[WORK TO BE COMPLETED]
Please print out the entries below unchanged and skip the images.

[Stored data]
──────────────────────────────
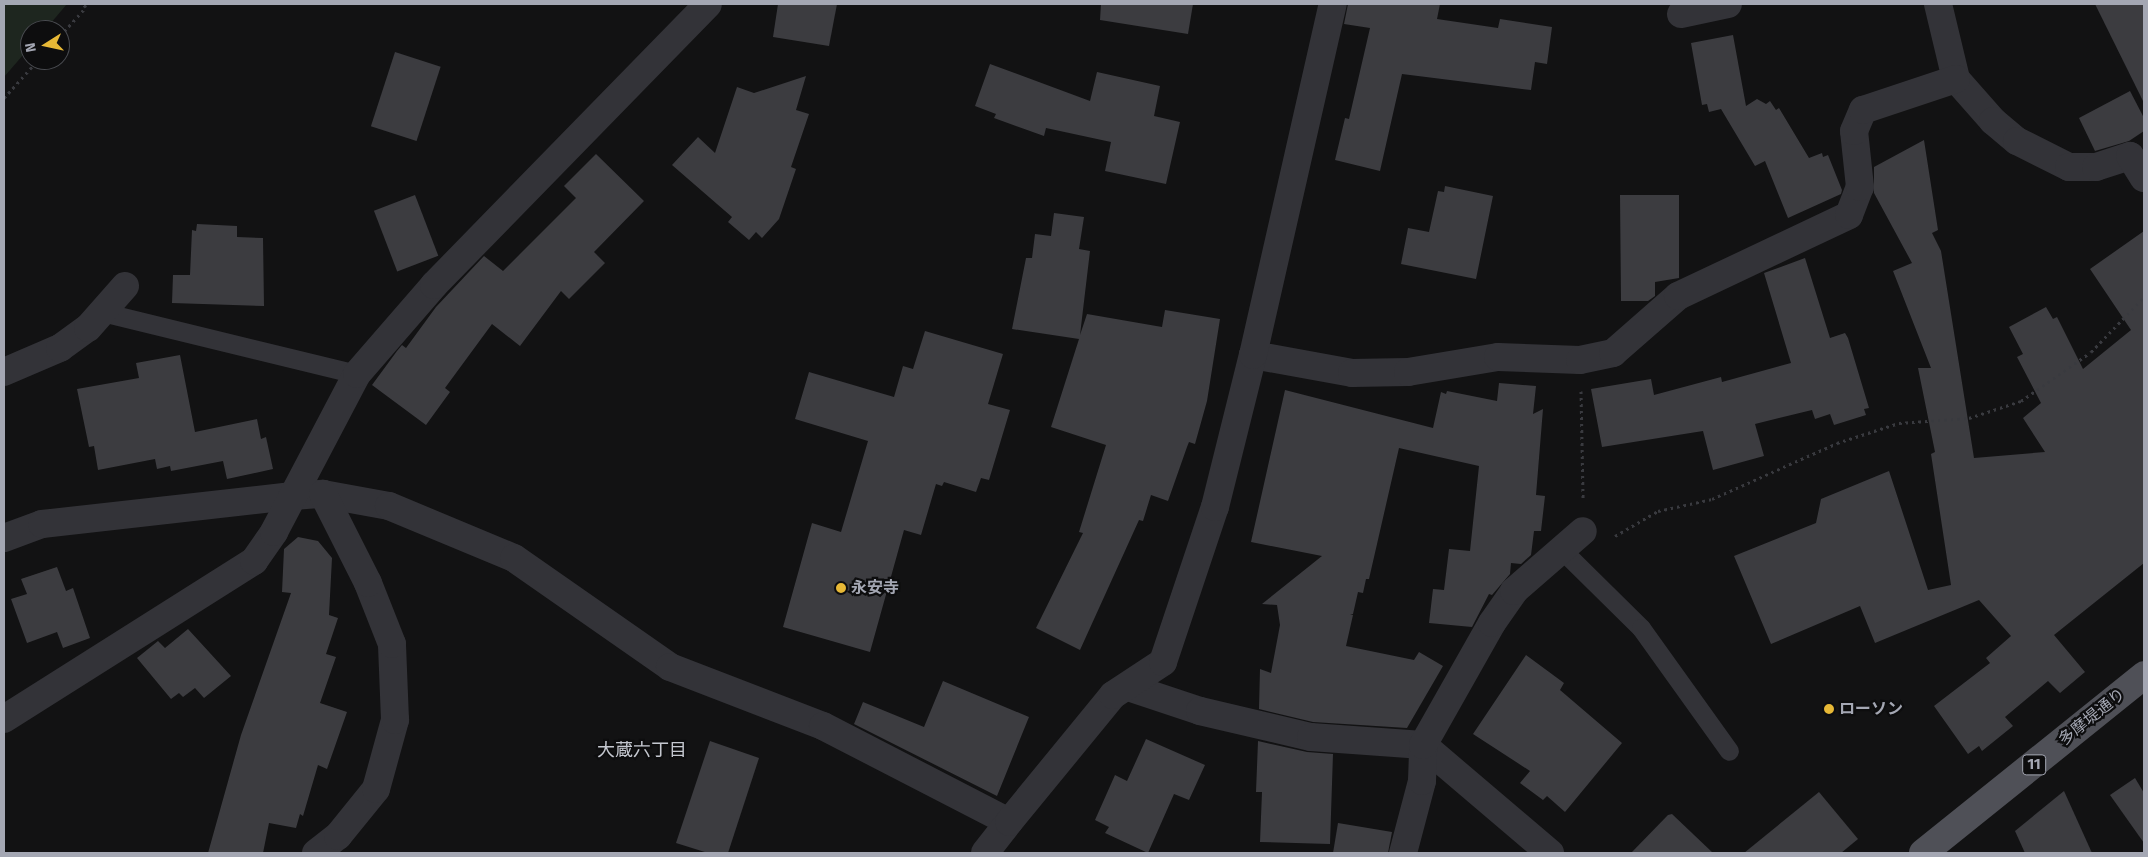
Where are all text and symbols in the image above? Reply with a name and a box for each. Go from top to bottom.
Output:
north arrow [20,20,70,70]
text: N [22,41,40,54]
place label: 永安寺 [851,578,899,598]
marker: 永安寺 [835,582,847,594]
street label: 多摩堤通り [2055,684,2129,750]
place label: ローソン [1839,699,1903,719]
marker: ローソン [1823,703,1835,715]
district label: 大蔵六丁目 [597,739,687,761]
road number: 11 [2022,752,2046,778]

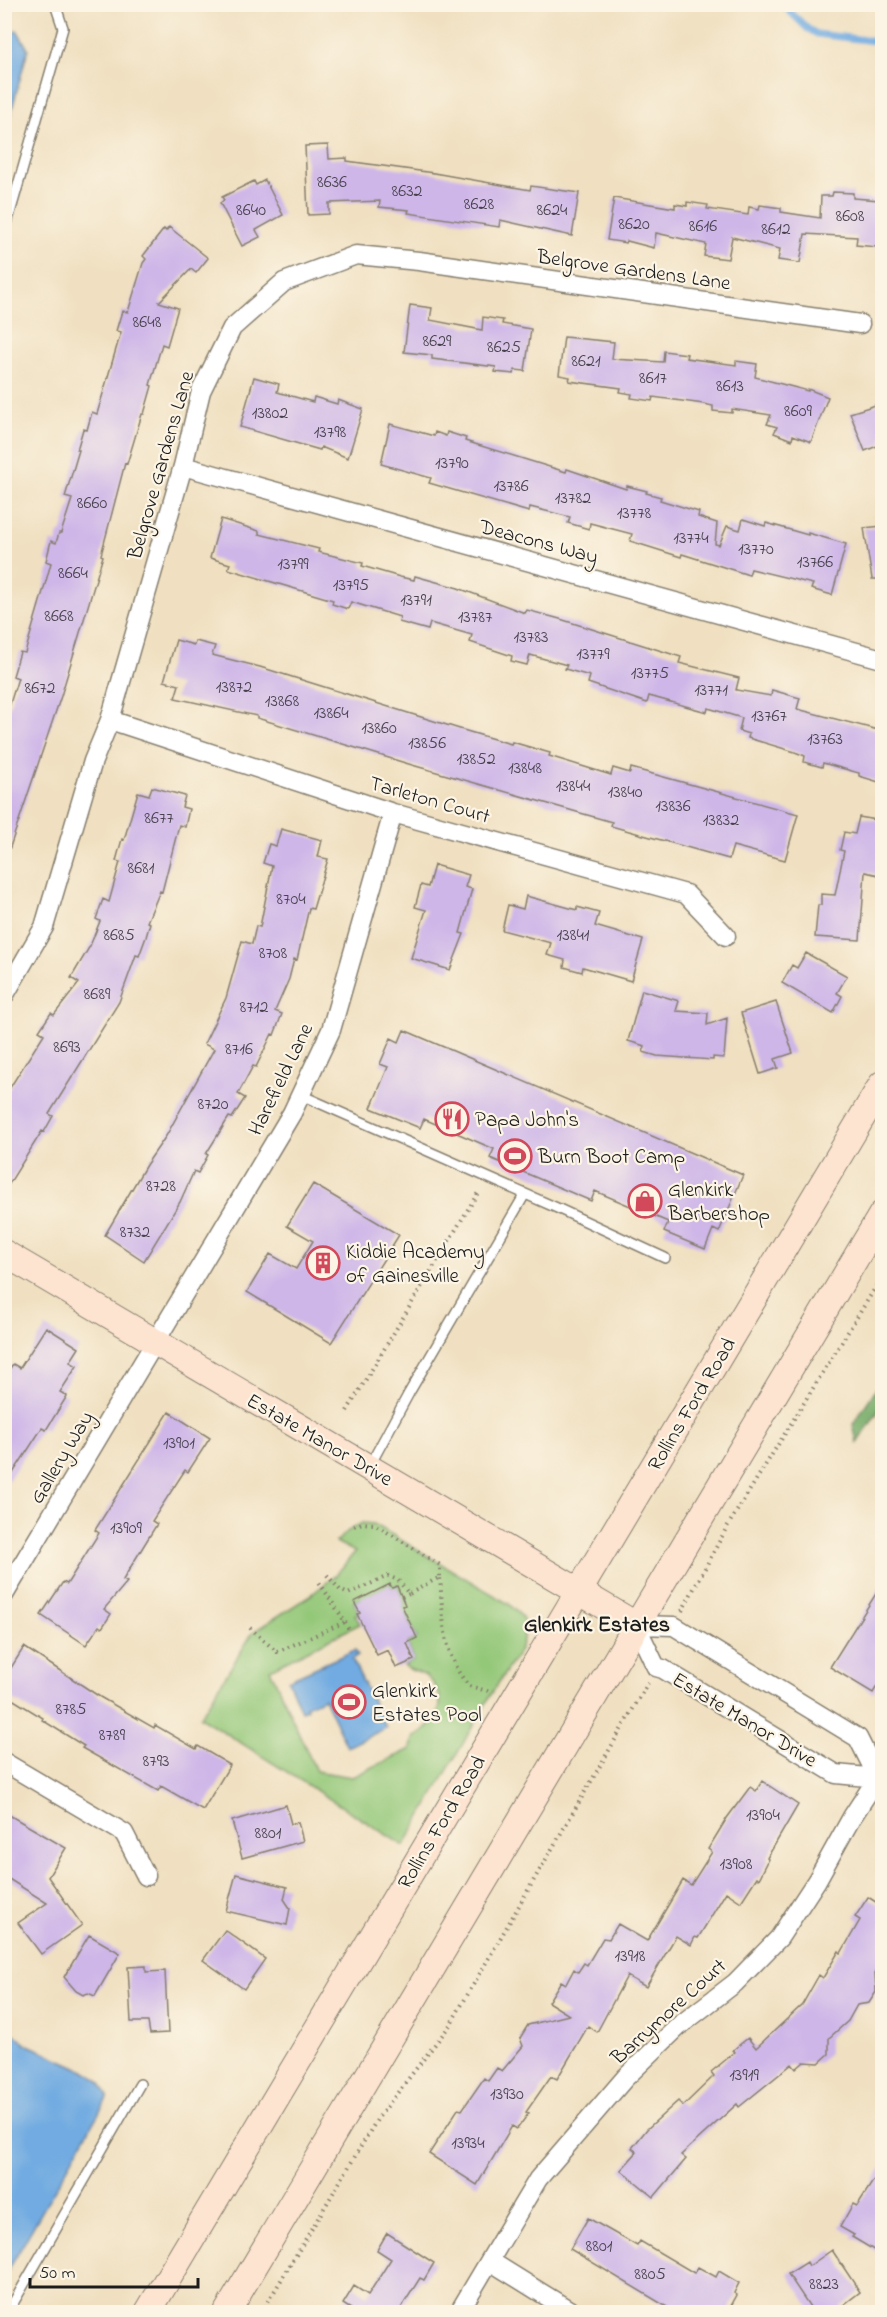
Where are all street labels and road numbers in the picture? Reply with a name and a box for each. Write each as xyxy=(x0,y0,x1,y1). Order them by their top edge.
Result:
──────────────────────────────
[TASK ANSWER]
Where are all text and symbols in the image above? Reply with a name and a box for each. Go from top to bottom.
Output:
north arrow [20,20,70,70]
text: N [22,41,40,54]
place label: 永安寺 [851,578,899,598]
marker: 永安寺 [835,582,847,594]
street label: 多摩堤通り [2055,684,2129,750]
place label: ローソン [1839,699,1903,719]
marker: ローソン [1823,703,1835,715]
district label: 大蔵六丁目 [597,739,687,761]
road number: 11 [2022,752,2046,778]

Where are all street labels and road numbers in the picture? Reply with a name and a box for each. Write each as xyxy=(x0,y0,x1,y1). Order them by their top edge.
Result:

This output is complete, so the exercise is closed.